The answer is the number of lines in the data that contain the word "overflow"; give it alone.

### [Material provided]
::::::::

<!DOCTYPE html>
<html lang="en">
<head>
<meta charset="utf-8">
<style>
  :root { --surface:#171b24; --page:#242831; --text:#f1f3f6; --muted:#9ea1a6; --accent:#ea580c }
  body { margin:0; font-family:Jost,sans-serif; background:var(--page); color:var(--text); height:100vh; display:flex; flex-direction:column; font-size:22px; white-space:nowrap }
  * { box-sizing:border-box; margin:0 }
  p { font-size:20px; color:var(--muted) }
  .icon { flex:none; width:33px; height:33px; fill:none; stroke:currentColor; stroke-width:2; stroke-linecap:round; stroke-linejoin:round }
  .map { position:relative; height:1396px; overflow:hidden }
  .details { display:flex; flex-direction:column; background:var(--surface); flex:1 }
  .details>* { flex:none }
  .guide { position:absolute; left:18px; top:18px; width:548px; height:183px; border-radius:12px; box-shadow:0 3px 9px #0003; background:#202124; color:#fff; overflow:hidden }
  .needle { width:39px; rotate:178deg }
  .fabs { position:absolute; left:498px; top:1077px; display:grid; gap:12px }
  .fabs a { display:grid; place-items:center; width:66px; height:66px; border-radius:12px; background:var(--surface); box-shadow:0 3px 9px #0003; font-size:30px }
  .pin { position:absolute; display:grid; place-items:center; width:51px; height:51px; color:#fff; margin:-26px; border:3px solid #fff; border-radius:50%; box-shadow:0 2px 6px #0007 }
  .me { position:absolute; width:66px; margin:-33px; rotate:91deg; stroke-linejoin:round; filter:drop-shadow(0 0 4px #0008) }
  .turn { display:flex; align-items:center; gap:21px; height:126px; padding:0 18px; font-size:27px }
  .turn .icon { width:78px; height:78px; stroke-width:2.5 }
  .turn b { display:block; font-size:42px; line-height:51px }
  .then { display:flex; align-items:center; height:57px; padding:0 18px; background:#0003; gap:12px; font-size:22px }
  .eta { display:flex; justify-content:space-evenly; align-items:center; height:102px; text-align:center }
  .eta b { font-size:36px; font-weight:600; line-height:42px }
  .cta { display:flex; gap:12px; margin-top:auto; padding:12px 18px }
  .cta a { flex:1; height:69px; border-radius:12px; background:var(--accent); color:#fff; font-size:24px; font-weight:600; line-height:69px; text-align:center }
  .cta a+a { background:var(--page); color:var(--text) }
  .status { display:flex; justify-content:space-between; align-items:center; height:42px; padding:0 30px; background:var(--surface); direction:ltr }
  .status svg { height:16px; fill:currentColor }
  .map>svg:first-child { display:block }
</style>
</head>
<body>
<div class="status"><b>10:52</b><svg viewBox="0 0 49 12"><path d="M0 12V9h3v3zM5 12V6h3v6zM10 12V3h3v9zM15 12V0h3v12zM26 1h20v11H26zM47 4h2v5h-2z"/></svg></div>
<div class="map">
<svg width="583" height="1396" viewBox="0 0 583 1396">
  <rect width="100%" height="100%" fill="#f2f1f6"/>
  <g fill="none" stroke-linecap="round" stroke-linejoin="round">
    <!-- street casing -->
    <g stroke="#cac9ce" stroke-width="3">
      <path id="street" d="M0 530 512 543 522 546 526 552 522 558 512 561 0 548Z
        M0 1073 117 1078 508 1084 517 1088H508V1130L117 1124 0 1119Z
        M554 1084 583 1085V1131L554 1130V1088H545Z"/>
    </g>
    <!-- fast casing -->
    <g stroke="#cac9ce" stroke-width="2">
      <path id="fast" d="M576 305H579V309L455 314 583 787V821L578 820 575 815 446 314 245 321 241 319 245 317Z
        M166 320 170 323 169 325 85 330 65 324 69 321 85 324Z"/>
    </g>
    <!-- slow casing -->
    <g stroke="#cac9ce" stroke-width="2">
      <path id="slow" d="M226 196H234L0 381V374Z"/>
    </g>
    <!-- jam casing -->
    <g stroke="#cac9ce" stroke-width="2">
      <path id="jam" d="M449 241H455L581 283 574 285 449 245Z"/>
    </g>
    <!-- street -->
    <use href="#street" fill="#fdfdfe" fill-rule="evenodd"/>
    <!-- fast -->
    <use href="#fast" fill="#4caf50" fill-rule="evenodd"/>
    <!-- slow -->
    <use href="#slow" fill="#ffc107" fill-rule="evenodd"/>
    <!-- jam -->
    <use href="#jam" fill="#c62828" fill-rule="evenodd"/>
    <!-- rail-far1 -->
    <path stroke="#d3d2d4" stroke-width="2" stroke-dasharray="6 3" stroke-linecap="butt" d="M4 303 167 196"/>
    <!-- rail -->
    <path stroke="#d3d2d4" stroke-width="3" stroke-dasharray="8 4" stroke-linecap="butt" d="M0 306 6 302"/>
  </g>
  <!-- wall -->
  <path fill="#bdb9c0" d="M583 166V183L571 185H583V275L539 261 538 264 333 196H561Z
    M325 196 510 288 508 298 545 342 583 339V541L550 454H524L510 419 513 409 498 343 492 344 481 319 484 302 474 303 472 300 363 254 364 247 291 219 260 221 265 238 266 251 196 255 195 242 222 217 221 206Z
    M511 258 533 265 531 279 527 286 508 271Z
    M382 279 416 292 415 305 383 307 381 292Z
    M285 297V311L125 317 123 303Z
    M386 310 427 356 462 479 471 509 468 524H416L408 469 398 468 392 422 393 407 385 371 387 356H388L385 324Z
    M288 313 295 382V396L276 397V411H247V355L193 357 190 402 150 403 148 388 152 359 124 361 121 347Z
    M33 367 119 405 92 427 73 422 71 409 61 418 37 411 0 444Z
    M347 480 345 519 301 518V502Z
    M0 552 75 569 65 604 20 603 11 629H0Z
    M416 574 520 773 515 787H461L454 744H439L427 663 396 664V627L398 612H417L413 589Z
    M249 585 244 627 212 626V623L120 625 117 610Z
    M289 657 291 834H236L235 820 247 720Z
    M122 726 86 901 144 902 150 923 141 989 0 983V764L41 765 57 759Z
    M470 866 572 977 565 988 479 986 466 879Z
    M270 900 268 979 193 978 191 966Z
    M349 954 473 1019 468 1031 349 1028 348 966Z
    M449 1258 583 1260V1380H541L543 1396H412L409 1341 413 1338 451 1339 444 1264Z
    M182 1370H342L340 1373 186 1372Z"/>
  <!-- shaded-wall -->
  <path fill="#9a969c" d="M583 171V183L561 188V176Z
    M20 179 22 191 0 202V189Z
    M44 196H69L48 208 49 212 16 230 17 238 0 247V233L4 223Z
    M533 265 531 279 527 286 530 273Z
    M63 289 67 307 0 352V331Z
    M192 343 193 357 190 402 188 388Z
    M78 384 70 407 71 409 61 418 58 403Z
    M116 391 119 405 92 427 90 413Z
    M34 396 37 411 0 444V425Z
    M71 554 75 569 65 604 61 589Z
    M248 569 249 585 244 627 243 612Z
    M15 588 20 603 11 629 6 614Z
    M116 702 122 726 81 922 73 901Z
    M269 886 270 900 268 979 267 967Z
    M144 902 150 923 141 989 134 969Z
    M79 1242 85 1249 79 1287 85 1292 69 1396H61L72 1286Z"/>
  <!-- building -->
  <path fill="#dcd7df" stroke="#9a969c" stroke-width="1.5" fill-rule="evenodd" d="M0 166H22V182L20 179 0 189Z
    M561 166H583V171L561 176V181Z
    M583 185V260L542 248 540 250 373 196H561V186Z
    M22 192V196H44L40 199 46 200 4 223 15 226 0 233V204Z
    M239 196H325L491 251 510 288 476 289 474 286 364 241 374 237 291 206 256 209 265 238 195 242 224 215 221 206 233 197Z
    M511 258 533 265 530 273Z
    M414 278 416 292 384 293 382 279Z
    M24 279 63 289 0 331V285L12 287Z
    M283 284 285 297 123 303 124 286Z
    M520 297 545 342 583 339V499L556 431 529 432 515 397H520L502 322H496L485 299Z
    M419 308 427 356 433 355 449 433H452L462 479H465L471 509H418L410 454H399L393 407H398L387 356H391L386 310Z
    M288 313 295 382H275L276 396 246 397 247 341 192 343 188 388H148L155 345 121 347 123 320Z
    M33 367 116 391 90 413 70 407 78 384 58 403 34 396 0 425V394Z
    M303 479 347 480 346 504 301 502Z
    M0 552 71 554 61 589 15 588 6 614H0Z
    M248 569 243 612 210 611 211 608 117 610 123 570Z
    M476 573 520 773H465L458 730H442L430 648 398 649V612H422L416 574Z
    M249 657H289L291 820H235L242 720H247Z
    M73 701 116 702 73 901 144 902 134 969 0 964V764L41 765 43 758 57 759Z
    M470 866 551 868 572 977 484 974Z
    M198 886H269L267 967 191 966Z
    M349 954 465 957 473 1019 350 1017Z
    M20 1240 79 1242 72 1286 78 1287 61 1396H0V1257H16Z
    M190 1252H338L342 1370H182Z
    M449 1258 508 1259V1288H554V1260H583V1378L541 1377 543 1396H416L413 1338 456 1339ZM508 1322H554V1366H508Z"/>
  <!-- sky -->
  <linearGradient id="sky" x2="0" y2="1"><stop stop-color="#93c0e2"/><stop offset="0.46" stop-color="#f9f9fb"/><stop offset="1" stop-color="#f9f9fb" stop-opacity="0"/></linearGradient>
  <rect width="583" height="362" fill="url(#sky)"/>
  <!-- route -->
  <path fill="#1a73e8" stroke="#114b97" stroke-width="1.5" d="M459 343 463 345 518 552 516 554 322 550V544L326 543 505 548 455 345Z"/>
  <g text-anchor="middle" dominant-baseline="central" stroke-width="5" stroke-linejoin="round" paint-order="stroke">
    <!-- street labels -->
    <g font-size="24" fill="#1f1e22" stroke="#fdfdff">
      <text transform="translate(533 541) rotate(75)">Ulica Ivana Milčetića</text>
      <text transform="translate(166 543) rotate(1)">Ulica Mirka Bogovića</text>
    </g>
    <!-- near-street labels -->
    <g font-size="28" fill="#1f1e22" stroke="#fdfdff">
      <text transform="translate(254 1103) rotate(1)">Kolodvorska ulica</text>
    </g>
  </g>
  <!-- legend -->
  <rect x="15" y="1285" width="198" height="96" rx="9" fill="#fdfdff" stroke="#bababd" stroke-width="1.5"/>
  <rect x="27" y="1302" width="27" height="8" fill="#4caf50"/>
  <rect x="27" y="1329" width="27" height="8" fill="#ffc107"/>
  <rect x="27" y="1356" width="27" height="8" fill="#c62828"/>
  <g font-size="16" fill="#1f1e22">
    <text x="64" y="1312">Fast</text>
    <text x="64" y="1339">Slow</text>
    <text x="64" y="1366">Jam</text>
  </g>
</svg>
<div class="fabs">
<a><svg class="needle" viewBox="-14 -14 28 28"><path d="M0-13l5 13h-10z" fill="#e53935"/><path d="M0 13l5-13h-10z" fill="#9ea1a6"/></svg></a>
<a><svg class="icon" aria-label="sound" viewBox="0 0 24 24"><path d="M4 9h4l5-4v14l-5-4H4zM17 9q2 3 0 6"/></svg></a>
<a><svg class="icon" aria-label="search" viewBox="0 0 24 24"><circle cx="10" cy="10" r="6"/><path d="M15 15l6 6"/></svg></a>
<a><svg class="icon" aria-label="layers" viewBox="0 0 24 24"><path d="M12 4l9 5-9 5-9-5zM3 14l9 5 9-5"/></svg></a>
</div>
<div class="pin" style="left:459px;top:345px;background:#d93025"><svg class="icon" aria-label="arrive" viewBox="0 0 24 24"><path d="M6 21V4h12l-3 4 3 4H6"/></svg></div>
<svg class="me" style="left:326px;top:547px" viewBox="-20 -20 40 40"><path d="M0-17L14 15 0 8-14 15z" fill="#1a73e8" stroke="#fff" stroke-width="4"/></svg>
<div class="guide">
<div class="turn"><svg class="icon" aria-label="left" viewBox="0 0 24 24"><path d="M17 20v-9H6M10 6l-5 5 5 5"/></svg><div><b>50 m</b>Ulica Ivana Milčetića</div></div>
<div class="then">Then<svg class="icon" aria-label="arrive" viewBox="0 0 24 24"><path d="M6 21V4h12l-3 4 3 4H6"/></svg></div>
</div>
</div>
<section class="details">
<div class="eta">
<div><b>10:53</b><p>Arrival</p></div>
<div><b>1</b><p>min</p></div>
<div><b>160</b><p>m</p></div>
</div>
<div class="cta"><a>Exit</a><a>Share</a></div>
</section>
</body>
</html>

::::::::

### [Response area]
2